The Jesus Tablet has finally arrived and it's a big iPhone with a clunky name - the iPad. This is supposed to be the device that saves publishing by convincing us to stop accessing the Internet with our PCs for free and start buying the content for the iPad, instead. It isn't going to happen.
Gizmodo has a list of things that suck with the iPad. I'm going to concentrate on a few important ones.
First, its web browser is crippled. It doesn't run Flash. That means that Youtube needs a special app to work and pages with embedded Youtube videos will not work.
Like the iPhone, it will only do one thing at a time. You can browse or your can check email but don't try to do both.
There's no camera so you cannot do a video chat with anyone either.
People are expecting the iPad to take over ebooks the way that the iPod took over music. It will not. It is too big and too expensive.
I don't expect it to cut into the Netbook market much either. It is lighter but it is missing a lot of functionality and it costs more. I'm using a laptop on my lap right now. The form factor is pretty good. I can type without it falling off of my lap and I don't have to hold it in place to see the screen.

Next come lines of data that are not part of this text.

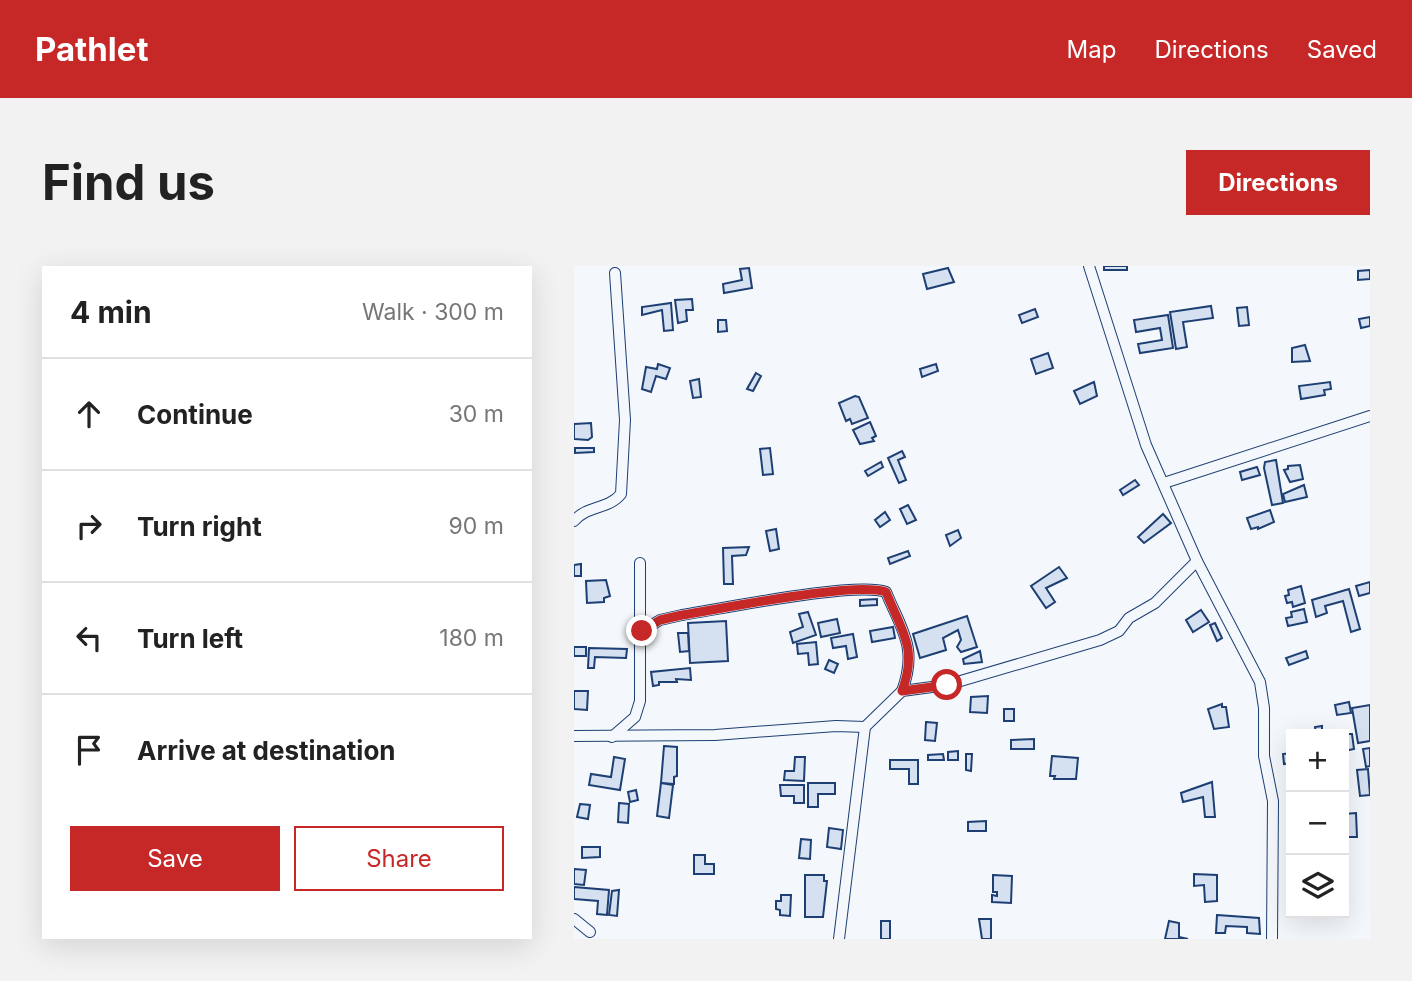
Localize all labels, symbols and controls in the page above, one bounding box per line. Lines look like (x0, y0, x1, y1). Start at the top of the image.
text: Pathlet (35, 29, 149, 69)
text: Map (1067, 35, 1116, 64)
text: Directions (1154, 35, 1269, 64)
text: Saved (1307, 35, 1377, 64)
button: Directions (1186, 150, 1370, 215)
text: Find us (42, 153, 215, 212)
text: 4 min (70, 294, 152, 330)
text: Walk · 300 m (362, 298, 504, 326)
icon: ahead (70, 395, 108, 433)
text: Continue (137, 399, 253, 430)
text: 30 m (449, 400, 504, 428)
icon: right (70, 507, 108, 545)
text: Turn right (137, 511, 262, 542)
text: 90 m (449, 512, 504, 540)
route end (626, 615, 657, 646)
icon: left (70, 619, 108, 657)
text: Turn left (137, 623, 243, 654)
text: 180 m (439, 624, 504, 652)
route start (931, 669, 962, 700)
map controls (1286, 729, 1349, 918)
button: + (1286, 729, 1349, 792)
icon: arrive (70, 731, 108, 769)
text: Arrive at destination (137, 735, 396, 766)
button: − (1286, 792, 1349, 855)
button: Save (70, 826, 280, 891)
button: Share (294, 826, 504, 891)
button: layers (1286, 855, 1349, 918)

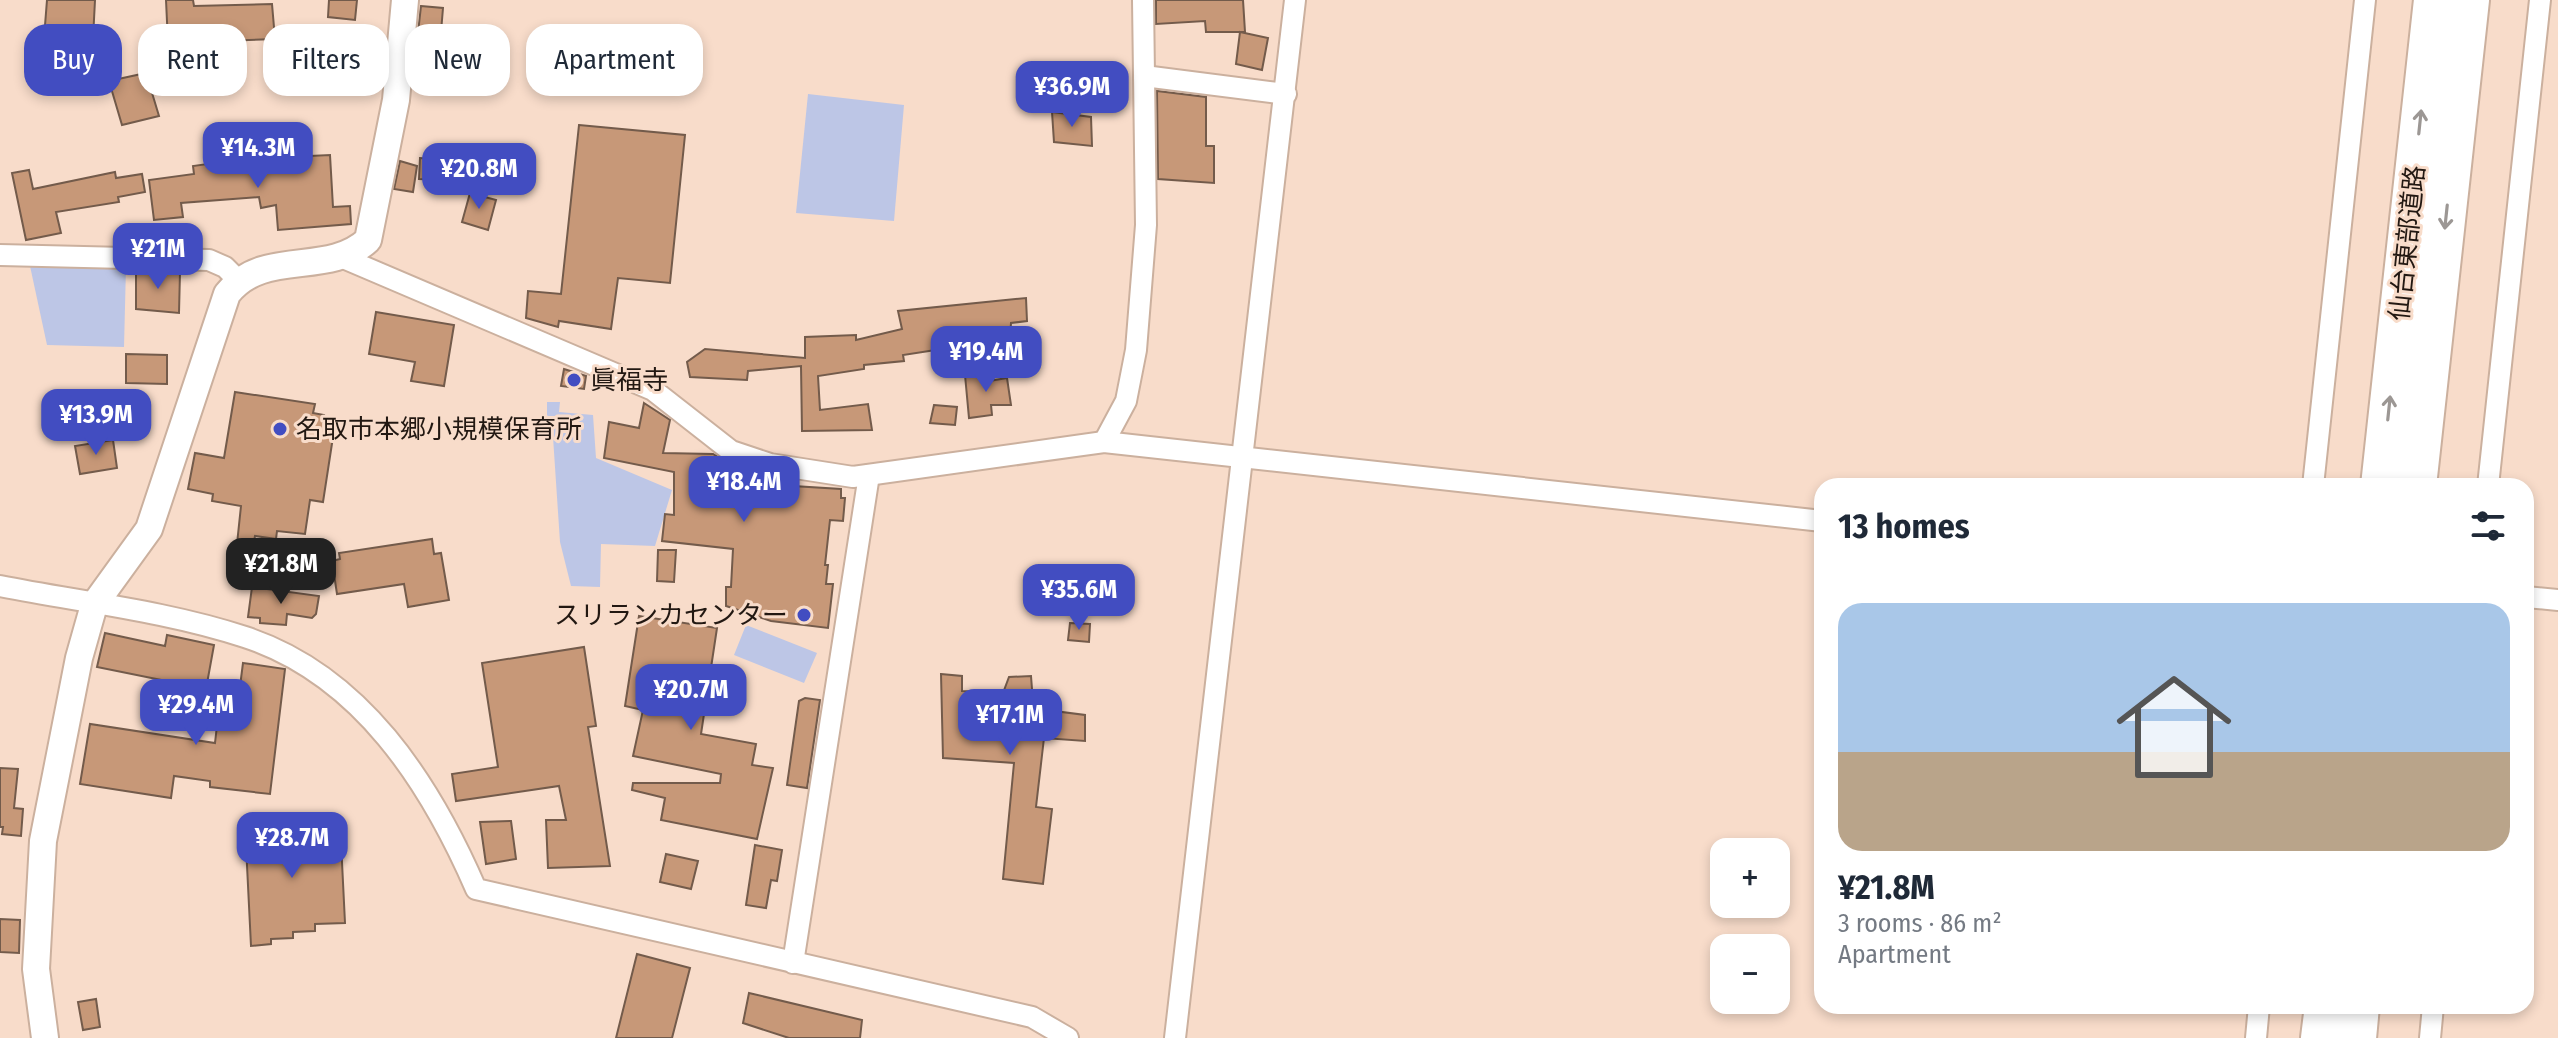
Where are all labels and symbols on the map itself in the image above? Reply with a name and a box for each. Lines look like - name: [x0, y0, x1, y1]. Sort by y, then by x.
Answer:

Apple had great success with music and phones but they entered these markets with revolutionary products. Prior to the iPod, MP3 players had very limited memory and hard-to-use controls. Apple was the first to offer a music player that could hold an entire collection instead of a couple of CDs.
The iPhone was the first phone with a big touch screen. Every phone before it had a keypad that took up a lot of space.
The iPad does not offer new functionality. There are other tablets on the market that do more. For the starting price of an iPad, you can get a good notebook with ten times the storage and a full version of Windows 7. For less than the price of an iPad you can get a netbook with a fairly large hard drive, similar screen size and good battery life.
I don't doubt that Apple will sell a lot of iPads - at least a million by the end of the year. But I don't think that it will dominate any markets the way that the iPod and iPhone have done.